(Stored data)
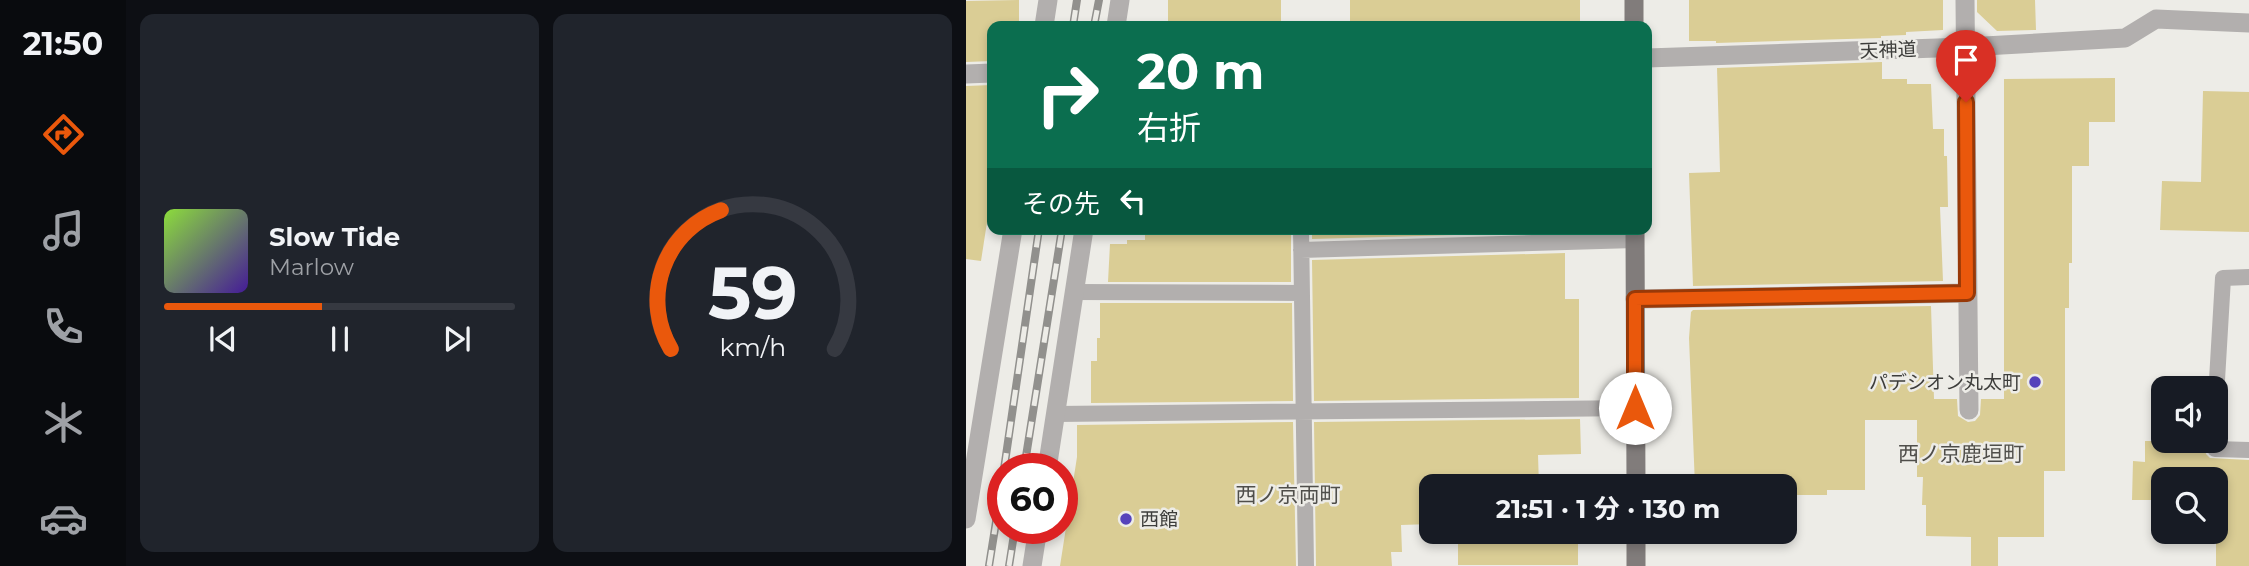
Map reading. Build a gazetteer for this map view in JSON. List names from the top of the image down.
{
  "streets": {
    "street": ["天神道"]
  },
  "districts": ["西ノ京鹿垣町", "西ノ京両町"],
  "places": ["パデシオン丸太町", "西館"],
  "page": {
    "tabs": "21:50",
    "turn": ["20 m", "右折"],
    "then": "その先",
    "song": ["Slow Tide", "Marlow"],
    "limit": "60",
    "trip": "21:51 · 1 分 · 130 m",
    "gauge": ["59", "km/h"]
  }
}
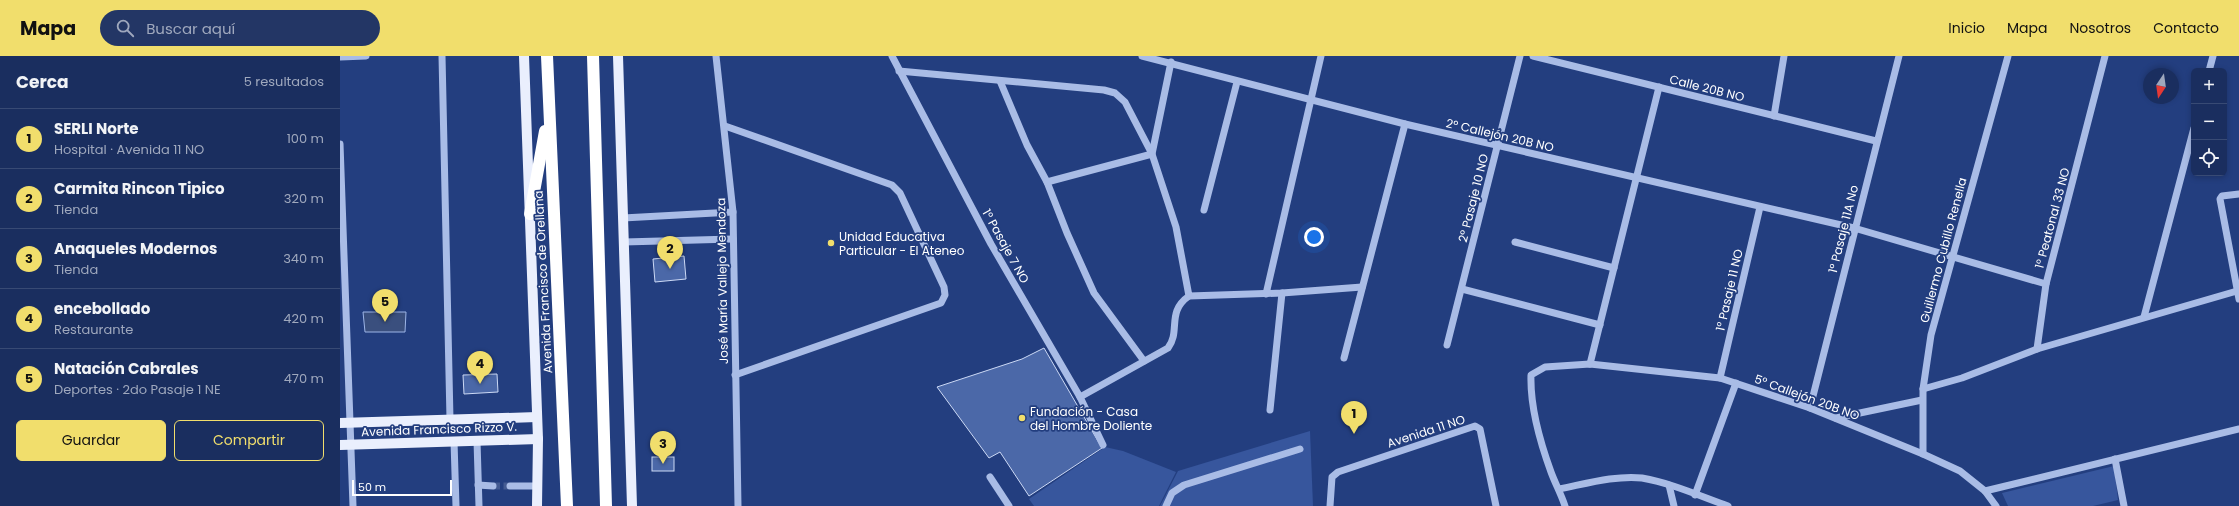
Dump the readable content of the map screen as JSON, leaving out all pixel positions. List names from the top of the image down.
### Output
{
  "streets": {
    "highway": ["Avenida Francisco de Orellana"],
    "main road": ["Avenida Francisco Rizzo V."],
    "street": [
      "Calle 20B NO",
      "2° Callejón 20B NO",
      "2° Pasaje 10 NO",
      "1° Peatonal 33 NO",
      "1° Pasaje 11A No",
      "1° Pasaje 7 NO",
      "Guillermo Cubillo Renella",
      "José María Vallejo Mendoza",
      "1° Pasaje 11 NO",
      "5° Callejón 20B NO",
      "Avenida 11 NO"
    ]
  },
  "crossings": [
    ["Calle 20B NO", "1° Pasaje 11A No"],
    ["2° Callejón 20B NO", "2° Pasaje 10 NO"],
    ["2° Callejón 20B NO", "1° Peatonal 33 NO"],
    ["2° Callejón 20B NO", "1° Pasaje 11A No"],
    ["2° Callejón 20B NO", "1° Pasaje 11 NO"],
    ["1° Peatonal 33 NO", "1° Pasaje 11A No"],
    ["1° Peatonal 33 NO", "Guillermo Cubillo Renella"],
    ["1° Pasaje 11A No", "5° Callejón 20B NO"],
    ["Guillermo Cubillo Renella", "5° Callejón 20B NO"],
    ["Avenida Francisco de Orellana", "Avenida Francisco Rizzo V."],
    ["1° Pasaje 11 NO", "5° Callejón 20B NO"]
  ],
  "places": ["Unidad Educativa Particular - El Ateneo", "Fundación - Casa del Hombre Doliente"],
  "scale_bar": "50 m",
  "north": "bottom",
  "page": {
    "header": "Mapa",
    "search": "Buscar aquí",
    "nav": [
      "Inicio",
      "Mapa",
      "Nosotros",
      "Contacto"
    ],
    "heading": ["Cerca", "5 resultados"],
    "map_buttons": ["+", "−"],
    "list": [
      {
        "mark": "1",
        "name": "SERLI Norte",
        "note": "Hospital · Avenida 11 NO",
        "value": "100 m"
      },
      {
        "mark": "2",
        "name": "Carmita Rincon Tipico",
        "note": "Tienda",
        "value": "320 m"
      },
      {
        "mark": "3",
        "name": "Anaqueles Modernos",
        "note": "Tienda",
        "value": "340 m"
      },
      {
        "mark": "4",
        "name": "encebollado",
        "note": "Restaurante",
        "value": "420 m"
      },
      {
        "mark": "5",
        "name": "Natación Cabrales",
        "note": "Deportes · 2do Pasaje 1 NE",
        "value": "470 m"
      }
    ],
    "pins": [
      "2",
      "5",
      "4",
      "1",
      "3"
    ],
    "buttons": ["Guardar", "Compartir"],
    "scale": "50 m"
  }
}
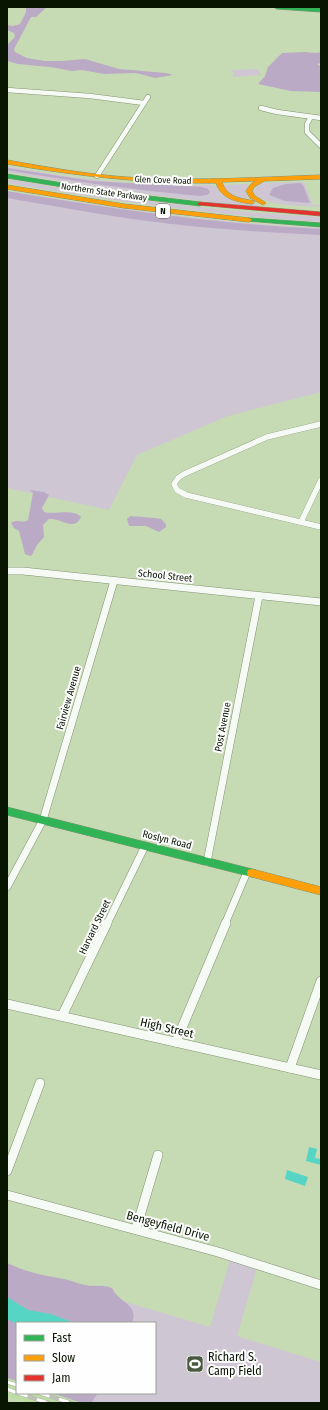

Activity: All of the data is to be returned exactly, with no pictures included.

The answer:
Map reading. Build a gazetteer for this map view in JSON. List names from the top of the image down.
{
  "streets": {
    "street": ["天神道"]
  },
  "districts": ["西ノ京鹿垣町", "西ノ京両町"],
  "places": ["パデシオン丸太町", "西館"],
  "page": {
    "tabs": "21:50",
    "turn": ["20 m", "右折"],
    "then": "その先",
    "song": ["Slow Tide", "Marlow"],
    "limit": "60",
    "trip": "21:51 · 1 分 · 130 m",
    "gauge": ["59", "km/h"]
  }
}
Dump the readable content of the map screen as JSON, leaving out all pixel positions. List names from the top of the image down.
### Output
{
  "streets": {
    "highway": ["Avenida Francisco de Orellana"],
    "main road": ["Avenida Francisco Rizzo V."],
    "street": [
      "Calle 20B NO",
      "2° Callejón 20B NO",
      "2° Pasaje 10 NO",
      "1° Peatonal 33 NO",
      "1° Pasaje 11A No",
      "1° Pasaje 7 NO",
      "Guillermo Cubillo Renella",
      "José María Vallejo Mendoza",
      "1° Pasaje 11 NO",
      "5° Callejón 20B NO",
      "Avenida 11 NO"
    ]
  },
  "crossings": [
    ["Calle 20B NO", "1° Pasaje 11A No"],
    ["2° Callejón 20B NO", "2° Pasaje 10 NO"],
    ["2° Callejón 20B NO", "1° Peatonal 33 NO"],
    ["2° Callejón 20B NO", "1° Pasaje 11A No"],
    ["2° Callejón 20B NO", "1° Pasaje 11 NO"],
    ["1° Peatonal 33 NO", "1° Pasaje 11A No"],
    ["1° Peatonal 33 NO", "Guillermo Cubillo Renella"],
    ["1° Pasaje 11A No", "5° Callejón 20B NO"],
    ["Guillermo Cubillo Renella", "5° Callejón 20B NO"],
    ["Avenida Francisco de Orellana", "Avenida Francisco Rizzo V."],
    ["1° Pasaje 11 NO", "5° Callejón 20B NO"]
  ],
  "places": ["Unidad Educativa Particular - El Ateneo", "Fundación - Casa del Hombre Doliente"],
  "scale_bar": "50 m",
  "north": "bottom",
  "page": {
    "header": "Mapa",
    "search": "Buscar aquí",
    "nav": [
      "Inicio",
      "Mapa",
      "Nosotros",
      "Contacto"
    ],
    "heading": ["Cerca", "5 resultados"],
    "map_buttons": ["+", "−"],
    "list": [
      {
        "mark": "1",
        "name": "SERLI Norte",
        "note": "Hospital · Avenida 11 NO",
        "value": "100 m"
      },
      {
        "mark": "2",
        "name": "Carmita Rincon Tipico",
        "note": "Tienda",
        "value": "320 m"
      },
      {
        "mark": "3",
        "name": "Anaqueles Modernos",
        "note": "Tienda",
        "value": "340 m"
      },
      {
        "mark": "4",
        "name": "encebollado",
        "note": "Restaurante",
        "value": "420 m"
      },
      {
        "mark": "5",
        "name": "Natación Cabrales",
        "note": "Deportes · 2do Pasaje 1 NE",
        "value": "470 m"
      }
    ],
    "pins": [
      "2",
      "5",
      "4",
      "1",
      "3"
    ],
    "buttons": ["Guardar", "Compartir"],
    "scale": "50 m"
  }
}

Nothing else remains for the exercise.